REQUIRED ACTION: Once you have checked the records that follow, state how many of their lines hold "solid", giving the number only.

LISTED RECORDS:
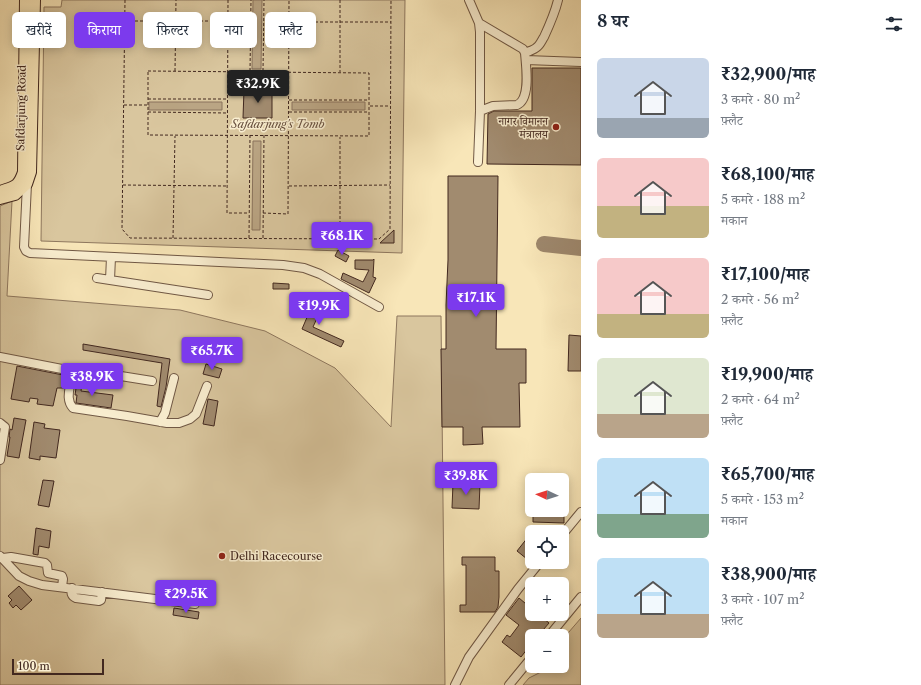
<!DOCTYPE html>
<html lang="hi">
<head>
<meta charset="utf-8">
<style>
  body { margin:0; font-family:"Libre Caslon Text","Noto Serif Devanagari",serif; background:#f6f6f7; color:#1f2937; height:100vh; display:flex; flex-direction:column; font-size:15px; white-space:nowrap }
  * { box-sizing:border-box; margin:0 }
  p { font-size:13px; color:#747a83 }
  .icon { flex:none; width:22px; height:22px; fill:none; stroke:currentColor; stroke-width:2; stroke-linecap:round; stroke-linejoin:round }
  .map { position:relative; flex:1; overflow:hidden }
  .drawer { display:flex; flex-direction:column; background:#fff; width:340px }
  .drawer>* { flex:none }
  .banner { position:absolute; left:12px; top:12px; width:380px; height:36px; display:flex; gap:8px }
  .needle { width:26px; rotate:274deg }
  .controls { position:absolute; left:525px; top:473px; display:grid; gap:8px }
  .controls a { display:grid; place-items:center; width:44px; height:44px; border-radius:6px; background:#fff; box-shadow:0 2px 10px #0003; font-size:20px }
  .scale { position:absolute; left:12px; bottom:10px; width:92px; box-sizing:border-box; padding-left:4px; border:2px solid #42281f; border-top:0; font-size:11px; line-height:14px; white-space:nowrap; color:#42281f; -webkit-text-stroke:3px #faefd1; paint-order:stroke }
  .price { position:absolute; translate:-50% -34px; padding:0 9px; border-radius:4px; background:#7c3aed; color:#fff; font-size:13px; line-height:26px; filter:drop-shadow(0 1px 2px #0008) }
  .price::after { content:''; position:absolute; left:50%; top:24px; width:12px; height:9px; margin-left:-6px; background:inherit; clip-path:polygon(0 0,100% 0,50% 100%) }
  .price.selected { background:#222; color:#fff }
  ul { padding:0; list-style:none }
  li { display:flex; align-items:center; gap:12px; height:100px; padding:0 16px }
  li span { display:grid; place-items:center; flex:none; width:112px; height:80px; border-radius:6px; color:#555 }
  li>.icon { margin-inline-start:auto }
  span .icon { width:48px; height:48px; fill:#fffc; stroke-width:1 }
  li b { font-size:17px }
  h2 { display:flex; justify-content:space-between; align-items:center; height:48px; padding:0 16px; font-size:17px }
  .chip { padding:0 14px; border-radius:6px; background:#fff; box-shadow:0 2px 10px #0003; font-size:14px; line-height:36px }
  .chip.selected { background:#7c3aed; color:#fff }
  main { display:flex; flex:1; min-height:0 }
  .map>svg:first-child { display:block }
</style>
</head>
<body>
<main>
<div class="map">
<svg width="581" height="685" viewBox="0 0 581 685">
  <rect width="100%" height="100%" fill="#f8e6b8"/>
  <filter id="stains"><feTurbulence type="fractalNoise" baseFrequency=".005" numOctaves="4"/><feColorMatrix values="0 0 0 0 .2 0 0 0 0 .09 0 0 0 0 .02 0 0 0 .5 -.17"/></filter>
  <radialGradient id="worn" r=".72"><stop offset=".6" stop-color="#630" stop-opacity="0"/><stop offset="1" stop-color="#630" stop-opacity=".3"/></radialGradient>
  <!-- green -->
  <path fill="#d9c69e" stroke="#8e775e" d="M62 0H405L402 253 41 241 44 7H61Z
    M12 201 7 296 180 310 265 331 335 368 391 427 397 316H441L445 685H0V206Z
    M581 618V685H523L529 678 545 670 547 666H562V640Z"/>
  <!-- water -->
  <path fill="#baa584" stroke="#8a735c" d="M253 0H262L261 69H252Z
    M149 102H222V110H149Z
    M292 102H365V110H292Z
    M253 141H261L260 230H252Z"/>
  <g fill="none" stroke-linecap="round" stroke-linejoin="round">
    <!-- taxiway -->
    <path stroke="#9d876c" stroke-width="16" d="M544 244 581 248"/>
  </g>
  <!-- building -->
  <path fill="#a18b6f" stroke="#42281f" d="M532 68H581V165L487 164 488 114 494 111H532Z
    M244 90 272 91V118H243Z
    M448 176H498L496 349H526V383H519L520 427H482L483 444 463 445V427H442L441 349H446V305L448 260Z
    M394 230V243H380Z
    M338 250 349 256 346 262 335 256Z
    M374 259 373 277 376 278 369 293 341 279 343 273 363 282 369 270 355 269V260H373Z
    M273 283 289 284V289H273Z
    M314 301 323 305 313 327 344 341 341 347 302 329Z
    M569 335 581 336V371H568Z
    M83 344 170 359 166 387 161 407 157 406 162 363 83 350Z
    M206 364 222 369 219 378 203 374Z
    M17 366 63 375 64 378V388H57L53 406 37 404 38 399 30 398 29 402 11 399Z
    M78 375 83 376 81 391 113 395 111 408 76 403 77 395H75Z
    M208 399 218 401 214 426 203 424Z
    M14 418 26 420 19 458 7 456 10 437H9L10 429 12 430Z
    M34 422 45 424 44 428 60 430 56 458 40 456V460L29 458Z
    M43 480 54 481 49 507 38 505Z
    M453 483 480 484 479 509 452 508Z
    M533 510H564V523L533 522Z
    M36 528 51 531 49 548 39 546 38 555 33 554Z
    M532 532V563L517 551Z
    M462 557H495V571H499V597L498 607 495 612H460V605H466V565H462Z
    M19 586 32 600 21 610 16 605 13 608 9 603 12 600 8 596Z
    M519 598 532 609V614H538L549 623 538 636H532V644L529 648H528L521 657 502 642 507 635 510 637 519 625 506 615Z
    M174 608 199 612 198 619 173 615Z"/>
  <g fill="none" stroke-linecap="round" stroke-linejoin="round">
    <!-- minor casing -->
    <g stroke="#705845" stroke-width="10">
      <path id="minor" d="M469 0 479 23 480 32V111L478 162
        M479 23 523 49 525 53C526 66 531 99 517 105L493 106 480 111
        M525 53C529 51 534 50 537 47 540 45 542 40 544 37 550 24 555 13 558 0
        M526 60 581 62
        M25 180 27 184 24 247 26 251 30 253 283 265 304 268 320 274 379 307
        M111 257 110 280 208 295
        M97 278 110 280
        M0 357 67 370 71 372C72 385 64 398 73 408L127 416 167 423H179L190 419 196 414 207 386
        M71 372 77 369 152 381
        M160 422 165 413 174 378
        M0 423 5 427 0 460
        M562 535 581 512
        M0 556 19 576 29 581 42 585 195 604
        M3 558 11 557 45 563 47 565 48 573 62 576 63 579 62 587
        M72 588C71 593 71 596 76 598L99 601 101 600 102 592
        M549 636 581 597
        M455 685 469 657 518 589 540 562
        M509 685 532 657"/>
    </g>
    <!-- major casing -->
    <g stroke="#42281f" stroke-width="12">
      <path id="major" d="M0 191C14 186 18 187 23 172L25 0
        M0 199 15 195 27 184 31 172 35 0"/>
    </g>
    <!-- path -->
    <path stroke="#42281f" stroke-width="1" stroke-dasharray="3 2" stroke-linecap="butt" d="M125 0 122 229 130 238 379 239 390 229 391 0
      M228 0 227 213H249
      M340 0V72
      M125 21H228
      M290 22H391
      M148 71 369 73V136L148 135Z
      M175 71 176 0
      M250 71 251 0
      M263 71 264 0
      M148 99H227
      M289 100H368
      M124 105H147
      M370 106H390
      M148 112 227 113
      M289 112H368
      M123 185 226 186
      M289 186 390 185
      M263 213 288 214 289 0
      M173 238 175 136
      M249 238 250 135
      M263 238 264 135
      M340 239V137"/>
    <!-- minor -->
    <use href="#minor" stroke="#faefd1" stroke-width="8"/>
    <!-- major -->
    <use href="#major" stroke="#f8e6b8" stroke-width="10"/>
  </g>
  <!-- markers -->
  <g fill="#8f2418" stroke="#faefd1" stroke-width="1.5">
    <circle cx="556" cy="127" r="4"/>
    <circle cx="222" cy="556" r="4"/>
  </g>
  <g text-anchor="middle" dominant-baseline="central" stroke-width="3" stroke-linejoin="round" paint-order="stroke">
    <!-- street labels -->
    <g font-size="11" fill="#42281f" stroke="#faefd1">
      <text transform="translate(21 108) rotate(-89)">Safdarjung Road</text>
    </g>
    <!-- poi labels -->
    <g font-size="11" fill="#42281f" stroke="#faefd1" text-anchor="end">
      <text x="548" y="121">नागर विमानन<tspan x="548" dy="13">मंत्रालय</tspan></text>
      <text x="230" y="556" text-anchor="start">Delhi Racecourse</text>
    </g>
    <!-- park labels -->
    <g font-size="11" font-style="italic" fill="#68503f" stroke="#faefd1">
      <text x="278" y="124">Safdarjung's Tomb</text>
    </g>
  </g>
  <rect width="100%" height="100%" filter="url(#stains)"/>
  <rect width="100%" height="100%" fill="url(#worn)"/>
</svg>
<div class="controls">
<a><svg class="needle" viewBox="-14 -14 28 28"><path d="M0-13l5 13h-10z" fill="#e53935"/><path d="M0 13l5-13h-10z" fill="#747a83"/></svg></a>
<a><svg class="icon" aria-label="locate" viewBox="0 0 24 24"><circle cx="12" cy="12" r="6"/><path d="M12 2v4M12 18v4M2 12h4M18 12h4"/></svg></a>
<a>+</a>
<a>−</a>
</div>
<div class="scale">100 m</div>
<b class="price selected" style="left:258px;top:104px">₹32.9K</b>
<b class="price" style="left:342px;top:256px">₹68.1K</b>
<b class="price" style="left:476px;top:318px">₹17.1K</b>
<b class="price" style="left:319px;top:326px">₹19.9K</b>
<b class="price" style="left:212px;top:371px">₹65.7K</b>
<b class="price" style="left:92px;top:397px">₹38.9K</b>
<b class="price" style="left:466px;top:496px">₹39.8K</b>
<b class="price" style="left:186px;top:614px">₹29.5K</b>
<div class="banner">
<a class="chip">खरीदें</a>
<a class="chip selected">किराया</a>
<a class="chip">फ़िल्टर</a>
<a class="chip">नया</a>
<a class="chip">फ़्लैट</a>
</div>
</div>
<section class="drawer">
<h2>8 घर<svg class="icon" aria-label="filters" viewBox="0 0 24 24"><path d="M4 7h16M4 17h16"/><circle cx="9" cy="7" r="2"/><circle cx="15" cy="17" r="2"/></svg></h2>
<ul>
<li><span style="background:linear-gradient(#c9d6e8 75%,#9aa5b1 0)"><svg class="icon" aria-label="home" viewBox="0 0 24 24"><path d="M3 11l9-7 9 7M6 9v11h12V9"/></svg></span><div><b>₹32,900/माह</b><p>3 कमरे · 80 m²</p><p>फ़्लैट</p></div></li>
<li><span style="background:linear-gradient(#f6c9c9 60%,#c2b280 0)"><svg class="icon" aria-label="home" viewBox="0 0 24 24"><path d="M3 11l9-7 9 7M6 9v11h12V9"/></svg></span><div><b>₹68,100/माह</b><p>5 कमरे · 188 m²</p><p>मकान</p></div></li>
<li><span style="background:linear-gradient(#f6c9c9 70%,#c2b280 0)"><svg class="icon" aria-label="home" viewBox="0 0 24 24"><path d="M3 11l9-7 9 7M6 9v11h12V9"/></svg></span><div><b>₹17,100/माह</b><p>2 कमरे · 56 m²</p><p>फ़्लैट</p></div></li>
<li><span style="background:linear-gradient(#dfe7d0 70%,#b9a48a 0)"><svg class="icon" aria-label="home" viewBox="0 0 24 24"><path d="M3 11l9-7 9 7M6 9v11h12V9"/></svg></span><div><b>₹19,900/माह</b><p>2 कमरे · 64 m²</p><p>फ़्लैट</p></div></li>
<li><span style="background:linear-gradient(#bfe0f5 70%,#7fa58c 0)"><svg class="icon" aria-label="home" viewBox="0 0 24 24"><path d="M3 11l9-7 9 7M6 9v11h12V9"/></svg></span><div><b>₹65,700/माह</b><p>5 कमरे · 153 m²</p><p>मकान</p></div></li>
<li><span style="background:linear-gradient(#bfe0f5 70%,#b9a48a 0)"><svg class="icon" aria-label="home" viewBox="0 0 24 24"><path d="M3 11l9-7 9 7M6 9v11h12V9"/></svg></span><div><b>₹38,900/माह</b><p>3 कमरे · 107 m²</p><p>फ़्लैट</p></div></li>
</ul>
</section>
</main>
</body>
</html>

* * *

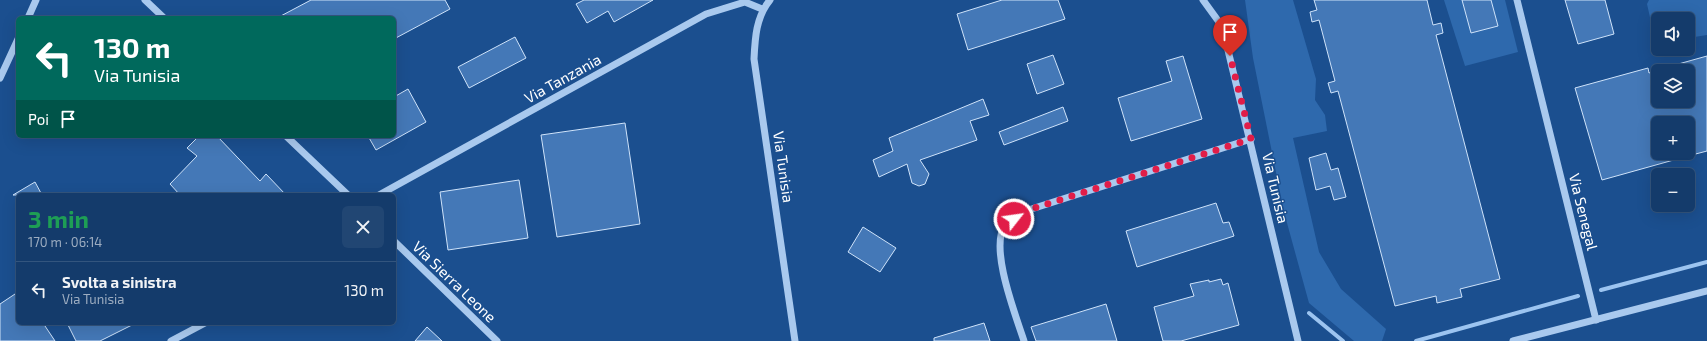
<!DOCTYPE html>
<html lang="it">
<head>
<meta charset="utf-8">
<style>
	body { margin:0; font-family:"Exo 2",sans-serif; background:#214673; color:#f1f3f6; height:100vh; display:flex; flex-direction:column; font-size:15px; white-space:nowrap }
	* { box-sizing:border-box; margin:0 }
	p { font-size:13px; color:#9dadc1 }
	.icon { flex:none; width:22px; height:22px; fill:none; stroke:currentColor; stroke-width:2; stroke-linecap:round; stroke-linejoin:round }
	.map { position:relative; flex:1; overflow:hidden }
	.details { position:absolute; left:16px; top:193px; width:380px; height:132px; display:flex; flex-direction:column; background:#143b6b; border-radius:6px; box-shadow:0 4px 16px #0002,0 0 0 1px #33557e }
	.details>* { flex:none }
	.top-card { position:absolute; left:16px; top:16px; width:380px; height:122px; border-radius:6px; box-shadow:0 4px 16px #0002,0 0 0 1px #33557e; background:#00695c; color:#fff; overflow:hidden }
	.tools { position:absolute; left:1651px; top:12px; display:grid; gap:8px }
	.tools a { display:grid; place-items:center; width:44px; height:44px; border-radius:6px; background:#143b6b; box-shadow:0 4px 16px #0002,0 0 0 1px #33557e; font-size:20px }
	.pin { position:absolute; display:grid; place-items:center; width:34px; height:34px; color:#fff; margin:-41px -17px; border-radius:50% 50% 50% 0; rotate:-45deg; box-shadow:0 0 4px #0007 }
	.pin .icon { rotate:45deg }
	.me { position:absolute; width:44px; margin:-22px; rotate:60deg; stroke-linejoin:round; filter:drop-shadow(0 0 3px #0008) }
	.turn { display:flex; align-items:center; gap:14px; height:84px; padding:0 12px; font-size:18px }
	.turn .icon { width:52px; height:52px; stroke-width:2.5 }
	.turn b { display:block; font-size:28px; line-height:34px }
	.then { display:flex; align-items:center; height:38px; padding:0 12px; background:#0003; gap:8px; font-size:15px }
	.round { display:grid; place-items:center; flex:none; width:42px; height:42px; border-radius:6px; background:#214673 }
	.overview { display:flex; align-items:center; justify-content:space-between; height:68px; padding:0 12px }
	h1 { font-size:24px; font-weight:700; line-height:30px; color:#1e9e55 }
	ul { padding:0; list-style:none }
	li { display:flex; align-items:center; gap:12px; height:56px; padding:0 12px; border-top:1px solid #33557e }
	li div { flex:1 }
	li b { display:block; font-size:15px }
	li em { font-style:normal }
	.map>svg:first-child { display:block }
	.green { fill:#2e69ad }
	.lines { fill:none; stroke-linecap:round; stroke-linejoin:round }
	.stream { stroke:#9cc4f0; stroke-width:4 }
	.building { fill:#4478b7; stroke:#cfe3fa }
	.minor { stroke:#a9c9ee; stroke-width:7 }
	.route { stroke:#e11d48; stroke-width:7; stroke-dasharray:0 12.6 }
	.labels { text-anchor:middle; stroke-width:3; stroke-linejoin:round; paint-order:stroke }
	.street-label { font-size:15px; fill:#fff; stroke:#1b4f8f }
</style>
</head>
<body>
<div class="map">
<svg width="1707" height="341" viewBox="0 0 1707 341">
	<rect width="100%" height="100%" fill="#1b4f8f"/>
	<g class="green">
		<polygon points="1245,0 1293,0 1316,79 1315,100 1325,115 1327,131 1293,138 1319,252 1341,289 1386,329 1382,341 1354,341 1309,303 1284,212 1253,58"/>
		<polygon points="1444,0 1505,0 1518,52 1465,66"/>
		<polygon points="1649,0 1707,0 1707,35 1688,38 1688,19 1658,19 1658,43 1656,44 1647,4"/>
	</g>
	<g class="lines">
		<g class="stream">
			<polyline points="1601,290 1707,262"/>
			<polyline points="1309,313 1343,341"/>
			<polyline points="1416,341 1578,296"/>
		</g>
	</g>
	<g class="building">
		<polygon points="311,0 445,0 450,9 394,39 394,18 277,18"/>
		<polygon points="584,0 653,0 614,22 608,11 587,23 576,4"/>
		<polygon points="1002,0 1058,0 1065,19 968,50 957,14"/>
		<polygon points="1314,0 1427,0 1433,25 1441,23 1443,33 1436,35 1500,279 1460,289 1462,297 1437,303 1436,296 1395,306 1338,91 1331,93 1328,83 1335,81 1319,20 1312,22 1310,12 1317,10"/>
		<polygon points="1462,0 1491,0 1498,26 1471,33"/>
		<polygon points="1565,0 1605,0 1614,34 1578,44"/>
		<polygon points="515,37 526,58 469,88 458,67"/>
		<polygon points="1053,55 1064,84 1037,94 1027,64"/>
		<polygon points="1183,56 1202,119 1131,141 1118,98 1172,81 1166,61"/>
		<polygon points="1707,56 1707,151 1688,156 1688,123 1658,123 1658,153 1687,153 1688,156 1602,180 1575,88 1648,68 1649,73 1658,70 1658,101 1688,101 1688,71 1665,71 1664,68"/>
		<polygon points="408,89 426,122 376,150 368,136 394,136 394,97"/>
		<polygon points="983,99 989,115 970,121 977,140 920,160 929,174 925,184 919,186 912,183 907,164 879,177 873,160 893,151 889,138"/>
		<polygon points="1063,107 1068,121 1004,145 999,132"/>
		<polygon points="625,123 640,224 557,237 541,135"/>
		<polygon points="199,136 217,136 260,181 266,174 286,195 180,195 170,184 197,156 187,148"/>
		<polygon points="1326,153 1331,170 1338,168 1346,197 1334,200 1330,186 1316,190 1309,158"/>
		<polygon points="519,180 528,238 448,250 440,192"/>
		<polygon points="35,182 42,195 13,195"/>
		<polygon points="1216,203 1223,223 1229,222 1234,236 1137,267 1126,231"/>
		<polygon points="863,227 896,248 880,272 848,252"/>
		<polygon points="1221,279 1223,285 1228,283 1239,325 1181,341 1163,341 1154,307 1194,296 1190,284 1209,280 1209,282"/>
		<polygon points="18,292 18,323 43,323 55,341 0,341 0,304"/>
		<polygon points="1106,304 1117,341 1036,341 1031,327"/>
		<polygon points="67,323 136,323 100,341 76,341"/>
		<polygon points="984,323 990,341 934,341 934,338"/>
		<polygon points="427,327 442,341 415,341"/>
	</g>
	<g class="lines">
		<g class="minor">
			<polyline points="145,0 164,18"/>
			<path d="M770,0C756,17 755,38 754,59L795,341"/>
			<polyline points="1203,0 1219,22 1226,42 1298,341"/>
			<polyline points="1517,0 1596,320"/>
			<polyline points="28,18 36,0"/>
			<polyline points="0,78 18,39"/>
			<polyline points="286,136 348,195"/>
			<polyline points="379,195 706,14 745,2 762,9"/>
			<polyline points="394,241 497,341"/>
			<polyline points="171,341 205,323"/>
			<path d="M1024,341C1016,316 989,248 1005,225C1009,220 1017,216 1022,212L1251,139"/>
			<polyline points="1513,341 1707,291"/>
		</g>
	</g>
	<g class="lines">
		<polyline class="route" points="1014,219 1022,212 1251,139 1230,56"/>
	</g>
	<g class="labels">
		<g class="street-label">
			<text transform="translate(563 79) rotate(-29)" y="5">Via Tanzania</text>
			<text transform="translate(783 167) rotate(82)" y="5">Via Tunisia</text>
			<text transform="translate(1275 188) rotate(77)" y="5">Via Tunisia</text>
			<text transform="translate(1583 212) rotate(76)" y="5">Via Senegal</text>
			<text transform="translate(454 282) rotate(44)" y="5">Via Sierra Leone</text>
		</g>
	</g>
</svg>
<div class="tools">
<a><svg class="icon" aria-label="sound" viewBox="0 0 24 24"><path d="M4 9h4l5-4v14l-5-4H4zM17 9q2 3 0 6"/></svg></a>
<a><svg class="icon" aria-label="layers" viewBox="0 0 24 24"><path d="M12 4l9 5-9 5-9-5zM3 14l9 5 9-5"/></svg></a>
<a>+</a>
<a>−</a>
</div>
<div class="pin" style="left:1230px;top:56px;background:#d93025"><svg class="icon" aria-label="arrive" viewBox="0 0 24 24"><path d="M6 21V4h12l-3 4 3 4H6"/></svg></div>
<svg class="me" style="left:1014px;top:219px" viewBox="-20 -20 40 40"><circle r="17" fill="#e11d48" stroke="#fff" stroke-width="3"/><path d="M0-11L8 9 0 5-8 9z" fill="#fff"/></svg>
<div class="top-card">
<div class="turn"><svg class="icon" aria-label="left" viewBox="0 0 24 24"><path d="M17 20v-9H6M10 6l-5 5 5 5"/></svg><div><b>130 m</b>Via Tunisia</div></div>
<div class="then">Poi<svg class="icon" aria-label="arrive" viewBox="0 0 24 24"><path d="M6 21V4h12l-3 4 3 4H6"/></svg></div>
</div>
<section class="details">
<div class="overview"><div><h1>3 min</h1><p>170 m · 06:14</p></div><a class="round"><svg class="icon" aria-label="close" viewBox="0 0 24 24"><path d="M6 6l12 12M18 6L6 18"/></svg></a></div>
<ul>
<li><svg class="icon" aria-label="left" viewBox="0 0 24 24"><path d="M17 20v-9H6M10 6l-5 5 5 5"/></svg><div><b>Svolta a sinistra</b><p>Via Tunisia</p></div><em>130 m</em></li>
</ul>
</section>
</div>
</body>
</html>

ANSWER FOR THIS EXERCISE: 2